• _What you have to do_
Of the entries below, copy only those lines that contain the word "grid".

### Data listing ###

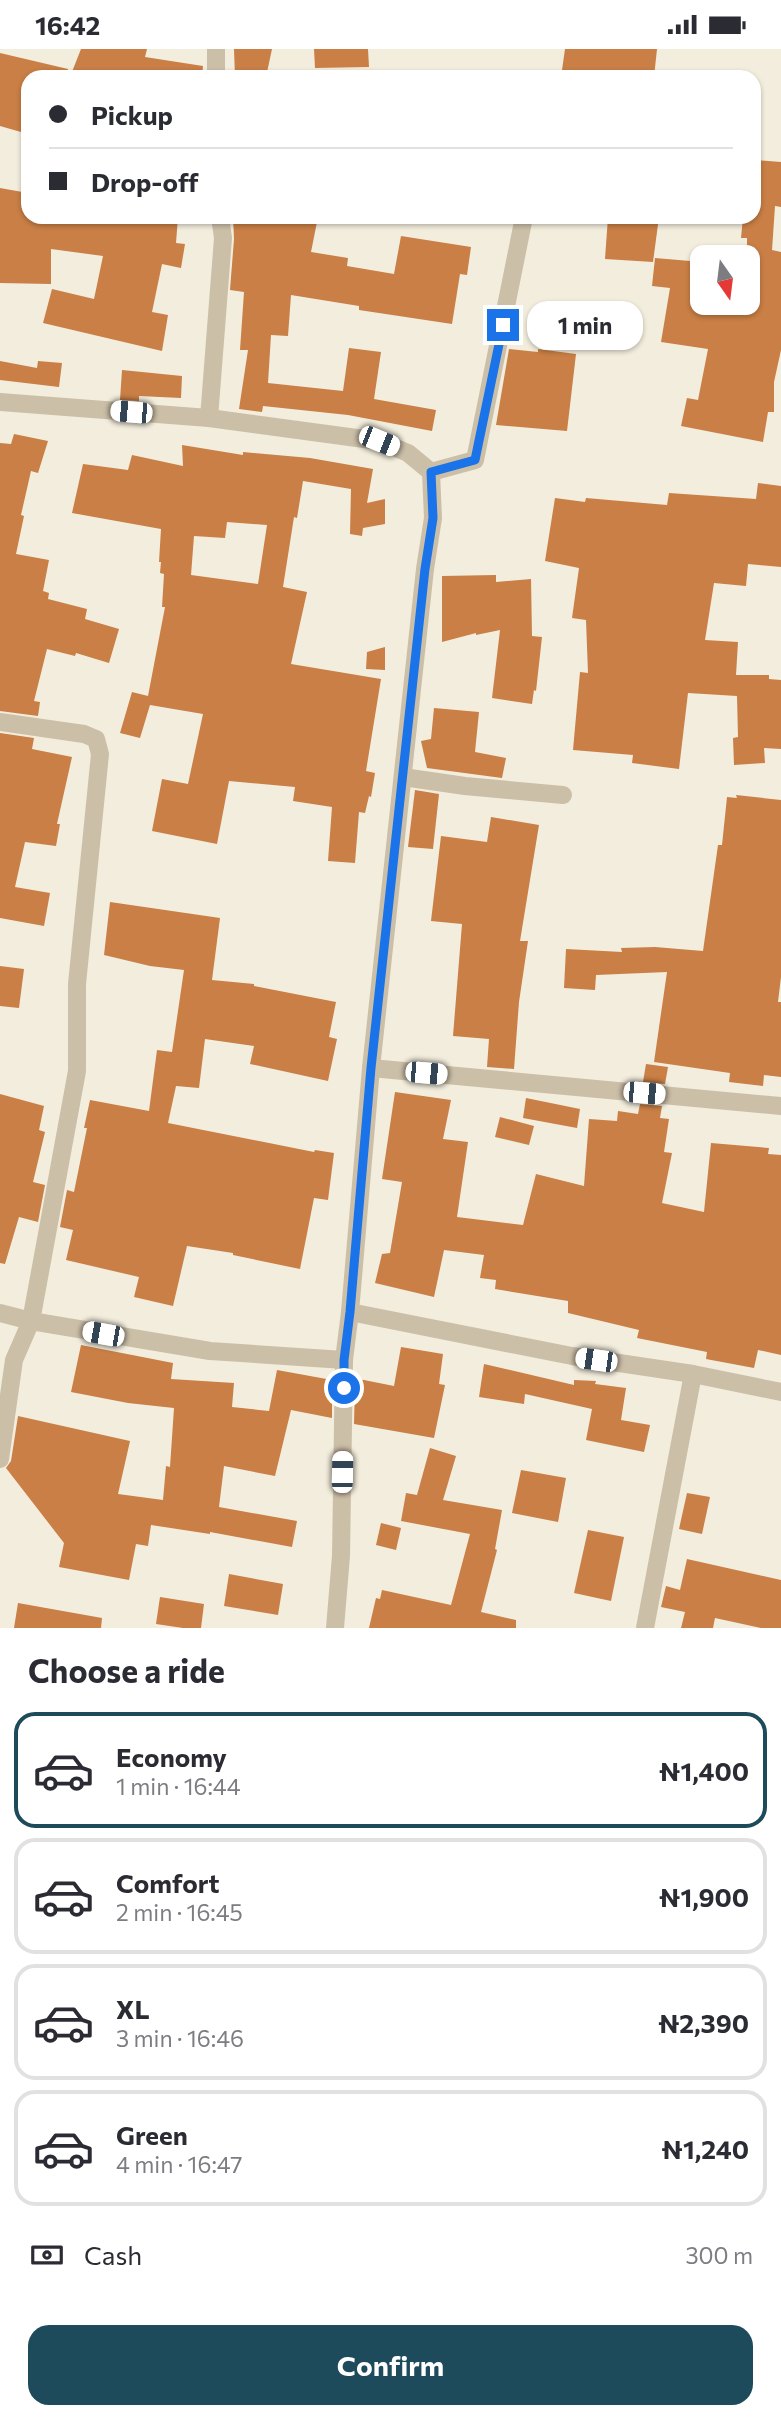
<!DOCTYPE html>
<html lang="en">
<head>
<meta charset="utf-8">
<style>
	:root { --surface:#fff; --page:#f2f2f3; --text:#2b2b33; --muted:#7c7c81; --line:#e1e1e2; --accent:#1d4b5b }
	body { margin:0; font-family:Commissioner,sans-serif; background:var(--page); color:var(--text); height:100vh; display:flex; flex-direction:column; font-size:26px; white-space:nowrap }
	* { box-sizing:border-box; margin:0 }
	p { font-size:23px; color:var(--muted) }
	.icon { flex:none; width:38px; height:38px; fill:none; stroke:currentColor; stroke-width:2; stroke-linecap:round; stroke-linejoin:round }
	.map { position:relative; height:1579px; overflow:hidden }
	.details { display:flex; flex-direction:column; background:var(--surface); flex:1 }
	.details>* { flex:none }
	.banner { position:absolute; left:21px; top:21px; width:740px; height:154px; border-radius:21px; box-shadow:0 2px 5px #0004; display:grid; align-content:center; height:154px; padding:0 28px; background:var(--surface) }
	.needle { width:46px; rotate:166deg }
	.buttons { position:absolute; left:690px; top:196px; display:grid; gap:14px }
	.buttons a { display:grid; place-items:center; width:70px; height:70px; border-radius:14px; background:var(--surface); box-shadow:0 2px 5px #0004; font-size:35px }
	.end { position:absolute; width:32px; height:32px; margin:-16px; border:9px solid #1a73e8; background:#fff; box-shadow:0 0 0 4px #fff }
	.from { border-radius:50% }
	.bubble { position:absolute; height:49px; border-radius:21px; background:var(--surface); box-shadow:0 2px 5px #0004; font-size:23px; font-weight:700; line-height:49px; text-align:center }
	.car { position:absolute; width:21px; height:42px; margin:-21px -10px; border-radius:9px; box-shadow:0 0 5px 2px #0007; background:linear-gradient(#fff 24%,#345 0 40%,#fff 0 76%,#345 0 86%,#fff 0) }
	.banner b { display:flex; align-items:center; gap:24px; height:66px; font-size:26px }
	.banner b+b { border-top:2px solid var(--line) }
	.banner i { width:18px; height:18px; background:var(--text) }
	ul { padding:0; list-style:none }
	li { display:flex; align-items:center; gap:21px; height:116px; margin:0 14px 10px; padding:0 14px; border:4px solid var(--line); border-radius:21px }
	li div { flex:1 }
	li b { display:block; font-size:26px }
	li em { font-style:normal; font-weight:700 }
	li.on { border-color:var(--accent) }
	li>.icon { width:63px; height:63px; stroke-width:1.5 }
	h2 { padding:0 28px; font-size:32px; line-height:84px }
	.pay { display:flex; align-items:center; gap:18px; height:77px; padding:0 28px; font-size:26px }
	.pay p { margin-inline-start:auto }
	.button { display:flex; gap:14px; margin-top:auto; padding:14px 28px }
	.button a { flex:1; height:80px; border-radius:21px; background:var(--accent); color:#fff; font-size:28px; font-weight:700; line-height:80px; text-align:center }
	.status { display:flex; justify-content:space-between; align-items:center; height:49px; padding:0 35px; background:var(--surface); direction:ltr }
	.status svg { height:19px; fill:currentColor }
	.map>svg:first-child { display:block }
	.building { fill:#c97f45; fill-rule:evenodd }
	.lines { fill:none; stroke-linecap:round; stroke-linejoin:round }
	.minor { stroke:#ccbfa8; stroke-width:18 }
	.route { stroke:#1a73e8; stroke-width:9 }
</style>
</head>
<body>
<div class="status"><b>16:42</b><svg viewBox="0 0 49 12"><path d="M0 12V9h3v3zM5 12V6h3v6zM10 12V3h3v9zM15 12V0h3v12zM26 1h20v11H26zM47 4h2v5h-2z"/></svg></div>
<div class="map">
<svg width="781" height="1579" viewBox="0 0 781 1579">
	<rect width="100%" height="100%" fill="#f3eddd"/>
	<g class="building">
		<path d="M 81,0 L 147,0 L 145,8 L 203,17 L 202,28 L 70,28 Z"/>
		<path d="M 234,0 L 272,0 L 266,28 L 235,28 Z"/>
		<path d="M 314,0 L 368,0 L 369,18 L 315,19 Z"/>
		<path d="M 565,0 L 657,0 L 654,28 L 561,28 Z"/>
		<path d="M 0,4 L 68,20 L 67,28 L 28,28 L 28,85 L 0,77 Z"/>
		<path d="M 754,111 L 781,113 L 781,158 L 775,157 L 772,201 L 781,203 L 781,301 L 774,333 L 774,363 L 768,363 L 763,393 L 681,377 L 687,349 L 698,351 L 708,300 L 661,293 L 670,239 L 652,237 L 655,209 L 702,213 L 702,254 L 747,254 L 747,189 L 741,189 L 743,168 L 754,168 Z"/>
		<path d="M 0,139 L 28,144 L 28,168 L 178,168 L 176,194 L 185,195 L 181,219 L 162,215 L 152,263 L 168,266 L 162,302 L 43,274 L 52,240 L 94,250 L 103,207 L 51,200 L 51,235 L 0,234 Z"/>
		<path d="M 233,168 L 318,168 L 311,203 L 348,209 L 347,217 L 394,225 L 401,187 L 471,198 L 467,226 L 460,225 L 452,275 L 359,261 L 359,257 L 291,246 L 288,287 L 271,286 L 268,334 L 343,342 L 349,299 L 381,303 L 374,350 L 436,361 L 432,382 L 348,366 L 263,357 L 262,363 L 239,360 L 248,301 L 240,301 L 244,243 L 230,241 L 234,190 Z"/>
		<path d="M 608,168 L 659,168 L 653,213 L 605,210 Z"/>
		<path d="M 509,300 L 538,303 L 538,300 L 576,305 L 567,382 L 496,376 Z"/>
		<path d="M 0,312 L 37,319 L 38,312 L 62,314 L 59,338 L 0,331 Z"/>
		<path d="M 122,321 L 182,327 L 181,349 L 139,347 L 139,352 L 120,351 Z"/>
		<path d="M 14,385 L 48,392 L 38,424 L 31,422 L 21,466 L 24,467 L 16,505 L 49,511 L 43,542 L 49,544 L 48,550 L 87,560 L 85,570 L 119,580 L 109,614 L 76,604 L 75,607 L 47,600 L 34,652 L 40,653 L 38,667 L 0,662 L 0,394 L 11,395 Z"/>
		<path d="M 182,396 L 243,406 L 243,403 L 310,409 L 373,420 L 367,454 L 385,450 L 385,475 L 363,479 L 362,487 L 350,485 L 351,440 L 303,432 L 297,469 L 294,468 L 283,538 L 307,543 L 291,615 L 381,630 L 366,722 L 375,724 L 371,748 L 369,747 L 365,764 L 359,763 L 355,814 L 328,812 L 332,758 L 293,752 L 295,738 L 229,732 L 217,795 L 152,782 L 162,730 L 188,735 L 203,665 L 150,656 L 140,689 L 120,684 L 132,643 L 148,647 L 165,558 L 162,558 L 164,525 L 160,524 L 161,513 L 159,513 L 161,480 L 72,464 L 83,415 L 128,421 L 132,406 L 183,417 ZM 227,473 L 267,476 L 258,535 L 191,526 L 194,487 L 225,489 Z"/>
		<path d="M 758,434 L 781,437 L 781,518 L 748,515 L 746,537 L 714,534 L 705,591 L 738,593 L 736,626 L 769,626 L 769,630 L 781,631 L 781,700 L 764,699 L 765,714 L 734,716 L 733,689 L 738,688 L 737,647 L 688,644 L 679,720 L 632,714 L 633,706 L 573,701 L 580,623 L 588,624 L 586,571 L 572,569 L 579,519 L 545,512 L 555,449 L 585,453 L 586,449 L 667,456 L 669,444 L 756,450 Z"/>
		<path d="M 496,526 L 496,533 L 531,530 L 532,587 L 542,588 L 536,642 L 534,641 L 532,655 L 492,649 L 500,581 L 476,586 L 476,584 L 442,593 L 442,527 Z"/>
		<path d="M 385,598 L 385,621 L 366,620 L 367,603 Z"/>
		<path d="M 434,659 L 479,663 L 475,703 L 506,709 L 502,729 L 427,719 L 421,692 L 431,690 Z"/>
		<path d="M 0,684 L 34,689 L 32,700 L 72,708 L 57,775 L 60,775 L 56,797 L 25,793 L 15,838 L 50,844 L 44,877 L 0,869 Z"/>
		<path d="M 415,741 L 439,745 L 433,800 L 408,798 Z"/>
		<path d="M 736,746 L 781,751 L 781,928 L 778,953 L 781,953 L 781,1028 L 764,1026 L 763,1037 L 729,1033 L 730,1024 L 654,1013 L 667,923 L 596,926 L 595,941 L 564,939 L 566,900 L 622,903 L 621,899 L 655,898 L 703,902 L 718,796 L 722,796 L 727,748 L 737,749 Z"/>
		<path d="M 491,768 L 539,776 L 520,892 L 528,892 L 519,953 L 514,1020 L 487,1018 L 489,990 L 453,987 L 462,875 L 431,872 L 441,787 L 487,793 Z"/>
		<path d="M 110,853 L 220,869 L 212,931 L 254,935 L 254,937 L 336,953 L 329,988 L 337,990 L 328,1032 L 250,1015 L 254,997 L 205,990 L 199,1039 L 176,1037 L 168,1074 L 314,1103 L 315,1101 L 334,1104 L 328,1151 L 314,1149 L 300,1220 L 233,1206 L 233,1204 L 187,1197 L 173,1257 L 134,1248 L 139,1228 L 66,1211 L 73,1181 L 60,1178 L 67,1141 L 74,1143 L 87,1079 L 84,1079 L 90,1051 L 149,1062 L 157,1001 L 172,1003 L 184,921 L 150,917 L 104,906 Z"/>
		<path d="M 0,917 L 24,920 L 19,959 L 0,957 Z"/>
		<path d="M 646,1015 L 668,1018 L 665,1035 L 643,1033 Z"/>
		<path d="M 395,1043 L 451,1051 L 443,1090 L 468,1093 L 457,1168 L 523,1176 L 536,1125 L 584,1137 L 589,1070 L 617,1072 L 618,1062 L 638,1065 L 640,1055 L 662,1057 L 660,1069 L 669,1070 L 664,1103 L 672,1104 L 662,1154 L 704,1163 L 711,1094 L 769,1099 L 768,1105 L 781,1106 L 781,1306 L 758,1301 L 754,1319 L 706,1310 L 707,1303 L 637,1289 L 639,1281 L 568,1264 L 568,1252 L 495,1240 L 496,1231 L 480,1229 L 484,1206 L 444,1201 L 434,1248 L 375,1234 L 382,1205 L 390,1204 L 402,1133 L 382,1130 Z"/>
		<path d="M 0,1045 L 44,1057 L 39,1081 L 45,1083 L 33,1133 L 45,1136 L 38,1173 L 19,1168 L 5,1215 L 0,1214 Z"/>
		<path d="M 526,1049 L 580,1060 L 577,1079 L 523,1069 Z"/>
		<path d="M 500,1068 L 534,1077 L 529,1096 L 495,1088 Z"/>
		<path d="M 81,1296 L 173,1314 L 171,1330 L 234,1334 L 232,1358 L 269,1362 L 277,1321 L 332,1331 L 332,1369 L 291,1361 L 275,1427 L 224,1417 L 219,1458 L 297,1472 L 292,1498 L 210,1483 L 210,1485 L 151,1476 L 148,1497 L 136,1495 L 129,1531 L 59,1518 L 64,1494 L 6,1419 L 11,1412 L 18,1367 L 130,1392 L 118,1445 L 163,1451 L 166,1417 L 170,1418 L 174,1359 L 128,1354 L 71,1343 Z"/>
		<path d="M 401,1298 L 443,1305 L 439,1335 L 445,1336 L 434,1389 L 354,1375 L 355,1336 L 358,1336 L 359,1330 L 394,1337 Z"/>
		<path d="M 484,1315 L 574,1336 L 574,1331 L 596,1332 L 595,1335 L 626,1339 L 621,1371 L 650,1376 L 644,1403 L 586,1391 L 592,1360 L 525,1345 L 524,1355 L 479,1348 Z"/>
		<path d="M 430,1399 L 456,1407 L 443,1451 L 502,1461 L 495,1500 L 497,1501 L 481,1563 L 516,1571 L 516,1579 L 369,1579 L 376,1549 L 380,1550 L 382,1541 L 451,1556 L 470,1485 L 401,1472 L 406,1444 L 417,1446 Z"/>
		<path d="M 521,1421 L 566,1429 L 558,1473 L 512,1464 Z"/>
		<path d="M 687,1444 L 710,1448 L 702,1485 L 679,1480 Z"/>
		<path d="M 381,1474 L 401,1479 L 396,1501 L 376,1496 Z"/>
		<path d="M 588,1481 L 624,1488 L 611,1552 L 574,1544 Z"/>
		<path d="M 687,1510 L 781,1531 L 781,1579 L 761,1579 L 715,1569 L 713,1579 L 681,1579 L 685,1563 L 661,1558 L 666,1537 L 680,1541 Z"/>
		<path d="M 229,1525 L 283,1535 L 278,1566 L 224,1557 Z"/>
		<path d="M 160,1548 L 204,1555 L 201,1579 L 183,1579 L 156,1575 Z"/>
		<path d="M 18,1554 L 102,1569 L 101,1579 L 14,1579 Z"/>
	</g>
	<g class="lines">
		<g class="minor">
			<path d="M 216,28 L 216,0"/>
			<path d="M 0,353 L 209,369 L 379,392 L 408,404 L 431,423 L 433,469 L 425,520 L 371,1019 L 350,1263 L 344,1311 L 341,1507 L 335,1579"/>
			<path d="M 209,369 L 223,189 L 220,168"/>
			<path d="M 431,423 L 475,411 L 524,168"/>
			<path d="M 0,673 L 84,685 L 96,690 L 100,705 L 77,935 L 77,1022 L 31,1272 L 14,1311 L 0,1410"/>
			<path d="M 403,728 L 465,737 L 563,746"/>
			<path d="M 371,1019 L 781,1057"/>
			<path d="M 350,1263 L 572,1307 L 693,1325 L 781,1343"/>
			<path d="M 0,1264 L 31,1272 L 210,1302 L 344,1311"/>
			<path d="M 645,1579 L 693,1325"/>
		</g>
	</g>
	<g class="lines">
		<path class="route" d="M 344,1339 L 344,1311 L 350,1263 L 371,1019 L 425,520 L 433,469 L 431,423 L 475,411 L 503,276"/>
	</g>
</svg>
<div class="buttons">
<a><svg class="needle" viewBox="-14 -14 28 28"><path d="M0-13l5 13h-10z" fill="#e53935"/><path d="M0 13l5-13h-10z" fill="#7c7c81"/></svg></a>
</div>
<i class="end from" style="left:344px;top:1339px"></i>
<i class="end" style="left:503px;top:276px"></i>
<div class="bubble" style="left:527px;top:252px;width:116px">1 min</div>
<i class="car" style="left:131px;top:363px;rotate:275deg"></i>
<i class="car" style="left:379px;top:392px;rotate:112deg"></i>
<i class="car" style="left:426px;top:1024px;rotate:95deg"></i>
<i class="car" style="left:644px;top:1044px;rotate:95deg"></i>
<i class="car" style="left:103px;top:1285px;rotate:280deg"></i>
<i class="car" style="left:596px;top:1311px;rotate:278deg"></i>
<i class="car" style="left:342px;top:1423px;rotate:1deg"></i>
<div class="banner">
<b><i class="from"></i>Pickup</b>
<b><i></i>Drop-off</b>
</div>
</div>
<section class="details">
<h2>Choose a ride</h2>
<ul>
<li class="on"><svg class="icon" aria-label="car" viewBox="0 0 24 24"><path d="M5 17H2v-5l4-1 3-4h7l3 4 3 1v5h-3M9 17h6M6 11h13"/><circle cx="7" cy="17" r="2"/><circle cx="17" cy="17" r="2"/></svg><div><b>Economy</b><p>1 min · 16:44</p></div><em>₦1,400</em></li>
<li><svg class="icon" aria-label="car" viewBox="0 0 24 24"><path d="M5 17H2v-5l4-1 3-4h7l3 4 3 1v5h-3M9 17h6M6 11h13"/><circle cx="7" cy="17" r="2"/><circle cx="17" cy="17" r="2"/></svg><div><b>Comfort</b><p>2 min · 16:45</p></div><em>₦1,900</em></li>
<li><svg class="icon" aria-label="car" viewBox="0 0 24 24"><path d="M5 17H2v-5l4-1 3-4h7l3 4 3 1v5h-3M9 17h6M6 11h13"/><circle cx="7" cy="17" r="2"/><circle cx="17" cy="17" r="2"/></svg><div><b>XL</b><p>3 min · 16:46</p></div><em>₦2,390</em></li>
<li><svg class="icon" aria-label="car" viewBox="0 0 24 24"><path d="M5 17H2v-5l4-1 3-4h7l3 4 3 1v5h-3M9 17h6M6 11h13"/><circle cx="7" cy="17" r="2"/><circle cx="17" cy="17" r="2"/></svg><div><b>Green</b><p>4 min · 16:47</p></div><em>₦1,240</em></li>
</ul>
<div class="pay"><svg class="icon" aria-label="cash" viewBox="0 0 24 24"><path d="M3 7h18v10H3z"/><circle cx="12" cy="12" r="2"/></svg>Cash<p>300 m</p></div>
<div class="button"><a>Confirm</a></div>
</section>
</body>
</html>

###

• _Solution to this problem_
	.banner { position:absolute; left:21px; top:21px; width:740px; height:154px; border-radius:21px; box-shadow:0 2px 5px #0004; display:grid; align-content:center; height:154px; padding:0 28px; background:var(--surface) }
	.buttons { position:absolute; left:690px; top:196px; display:grid; gap:14px }
	.buttons a { display:grid; place-items:center; width:70px; height:70px; border-radius:14px; background:var(--surface); box-shadow:0 2px 5px #0004; font-size:35px }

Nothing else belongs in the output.